I am in awe at the outpouring of support and information bestowed upon me in my last post. Bloggers I don’t even know came over at the request of my readers to give me tips and advice. Everything everyone said was useful, relevant and helpful. I now have so much more hope that my breastfeeding relationship will improve with time, effort and diligence.
By far the best piece of advice I got was “don’t quit on the hardest day.” (Thank you Cloud). I really love that sentiment and while I don’t think I’m the kind of person who would quit in the heat of a horrible moment, it helped to be reminded that the hopelessness I was feeling yesterday was based on the despair of a nadir moment. Things aren’t always that bad and continuing to breastfeed doesn’t always seem that tortuous. It was good to be reminded of that, and to promise myself that I’d only consider stopping after days and weeks of a better experience.

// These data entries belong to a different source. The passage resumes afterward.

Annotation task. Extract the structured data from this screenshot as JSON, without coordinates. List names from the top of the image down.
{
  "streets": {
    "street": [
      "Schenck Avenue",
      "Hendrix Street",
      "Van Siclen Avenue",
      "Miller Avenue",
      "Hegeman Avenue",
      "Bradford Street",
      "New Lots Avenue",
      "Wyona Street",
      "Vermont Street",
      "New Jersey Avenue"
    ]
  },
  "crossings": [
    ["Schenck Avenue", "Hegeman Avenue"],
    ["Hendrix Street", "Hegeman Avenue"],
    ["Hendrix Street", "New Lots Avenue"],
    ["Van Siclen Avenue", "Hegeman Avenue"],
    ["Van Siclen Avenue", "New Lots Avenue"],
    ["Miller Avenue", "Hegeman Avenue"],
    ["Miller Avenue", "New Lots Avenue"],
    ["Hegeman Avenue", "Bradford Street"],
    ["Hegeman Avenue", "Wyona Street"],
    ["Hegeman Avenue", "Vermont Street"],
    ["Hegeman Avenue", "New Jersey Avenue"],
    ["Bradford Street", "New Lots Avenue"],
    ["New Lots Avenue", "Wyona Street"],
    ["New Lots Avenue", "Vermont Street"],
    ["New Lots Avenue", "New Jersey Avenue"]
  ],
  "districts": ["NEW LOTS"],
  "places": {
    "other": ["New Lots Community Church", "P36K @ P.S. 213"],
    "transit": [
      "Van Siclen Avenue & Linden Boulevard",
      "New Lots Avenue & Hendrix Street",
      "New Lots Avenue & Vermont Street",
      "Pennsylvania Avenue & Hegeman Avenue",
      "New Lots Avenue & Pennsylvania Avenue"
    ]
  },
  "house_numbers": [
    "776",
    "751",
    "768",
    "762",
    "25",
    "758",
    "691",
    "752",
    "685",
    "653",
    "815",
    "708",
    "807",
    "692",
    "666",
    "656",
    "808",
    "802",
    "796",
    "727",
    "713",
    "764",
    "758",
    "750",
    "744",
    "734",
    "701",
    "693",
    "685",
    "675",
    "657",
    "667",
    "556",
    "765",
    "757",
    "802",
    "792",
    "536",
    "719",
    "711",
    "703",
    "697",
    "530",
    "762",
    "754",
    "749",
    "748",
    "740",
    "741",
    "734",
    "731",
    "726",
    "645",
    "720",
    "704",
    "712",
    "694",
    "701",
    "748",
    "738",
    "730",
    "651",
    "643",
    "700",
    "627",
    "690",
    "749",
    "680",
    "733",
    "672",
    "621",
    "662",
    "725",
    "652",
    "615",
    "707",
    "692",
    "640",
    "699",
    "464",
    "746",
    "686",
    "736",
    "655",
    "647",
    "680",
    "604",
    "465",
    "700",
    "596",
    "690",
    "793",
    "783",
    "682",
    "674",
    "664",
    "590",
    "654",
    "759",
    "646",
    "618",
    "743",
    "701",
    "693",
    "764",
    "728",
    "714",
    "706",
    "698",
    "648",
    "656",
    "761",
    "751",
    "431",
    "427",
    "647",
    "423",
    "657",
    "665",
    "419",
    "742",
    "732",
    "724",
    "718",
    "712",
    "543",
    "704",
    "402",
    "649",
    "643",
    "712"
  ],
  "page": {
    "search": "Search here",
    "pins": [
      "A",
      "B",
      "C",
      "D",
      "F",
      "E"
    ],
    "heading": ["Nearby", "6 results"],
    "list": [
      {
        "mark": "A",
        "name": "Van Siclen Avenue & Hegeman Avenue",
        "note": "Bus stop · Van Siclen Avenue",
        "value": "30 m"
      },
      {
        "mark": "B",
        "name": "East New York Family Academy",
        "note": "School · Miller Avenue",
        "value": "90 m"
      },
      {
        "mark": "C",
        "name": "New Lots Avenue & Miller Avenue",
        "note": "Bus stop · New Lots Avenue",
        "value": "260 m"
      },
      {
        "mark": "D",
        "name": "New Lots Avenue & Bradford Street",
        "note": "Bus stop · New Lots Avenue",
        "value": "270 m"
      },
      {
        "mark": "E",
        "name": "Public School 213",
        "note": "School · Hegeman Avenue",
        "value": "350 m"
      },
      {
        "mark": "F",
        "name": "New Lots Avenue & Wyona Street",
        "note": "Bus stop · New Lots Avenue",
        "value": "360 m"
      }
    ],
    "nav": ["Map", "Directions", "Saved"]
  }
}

The other piece of advice I really clung to yesterday was actually from an old post of my own, that I happened to come across randomly yesterday when I was reading posts from a year ago (a practice I cherish; I can’t tell you how many times I’ve come across the perfect little reminders when reading my own archives). This advice came in the form of a quote from a mindfulness meditation program I was working on at the time. I have come back to it many times in the past 24 hours.
If a painful sensation arises in the body, and you add to it a fearful anticipation of the future, or terrible self-judgement, then your painful physical sensation will change into great mental suffering… See the difference between experiencing the pain directly in this moment without adding the past… See the difference between experiencing it directly in this moment and adding a story. Can you open to the experience in the moment as it is, constantly changing?
Insight Meditation by Sharon Salzberg and Joseph Goldstein
The truth is, each breastfeeding session, in and of itself, is manageable. It’s only when I start projecting into the future, seeing the hundreds of breastfeeding sessions stacked like painful, nipple shredding dominos into the abyss of tomorrow, that I start to panic. But the truth is I don’t know what the future will hold, I don’t know what breastfeeding will look like in one week–let alone a month–and I need to focus only on what is right in front of me, our breastfeeding experience RIGHT NOW. If I can get through that then I am still breastfeeding and that is all that matters.
Of course I appreciate researching more about how overactive letdown affects breastfeeding and what a correct latch looks like. I’ve been watching videos, pouring over how-to’s on achieving a proper latch and dissecting photos and diagrams of what a good latch looks like and I think I finally have an idea of what I’m trying to achieve and how I might achieve it. I just hope that at four weeks old, we’re not too late to correct the bad habits we’ve started.
So thank you all, again, for helping me tackle this difficult breastfeeding experience, for sharing your own difficult breastfeeding experiences so I don’t feel so alone and reminding me that for most people, it does get better. With perseverance I do think we can improve our situation, despite my overactive letdown. I’ll keep you updated on how things are going.
And I promise I won’t quit on the hardest day.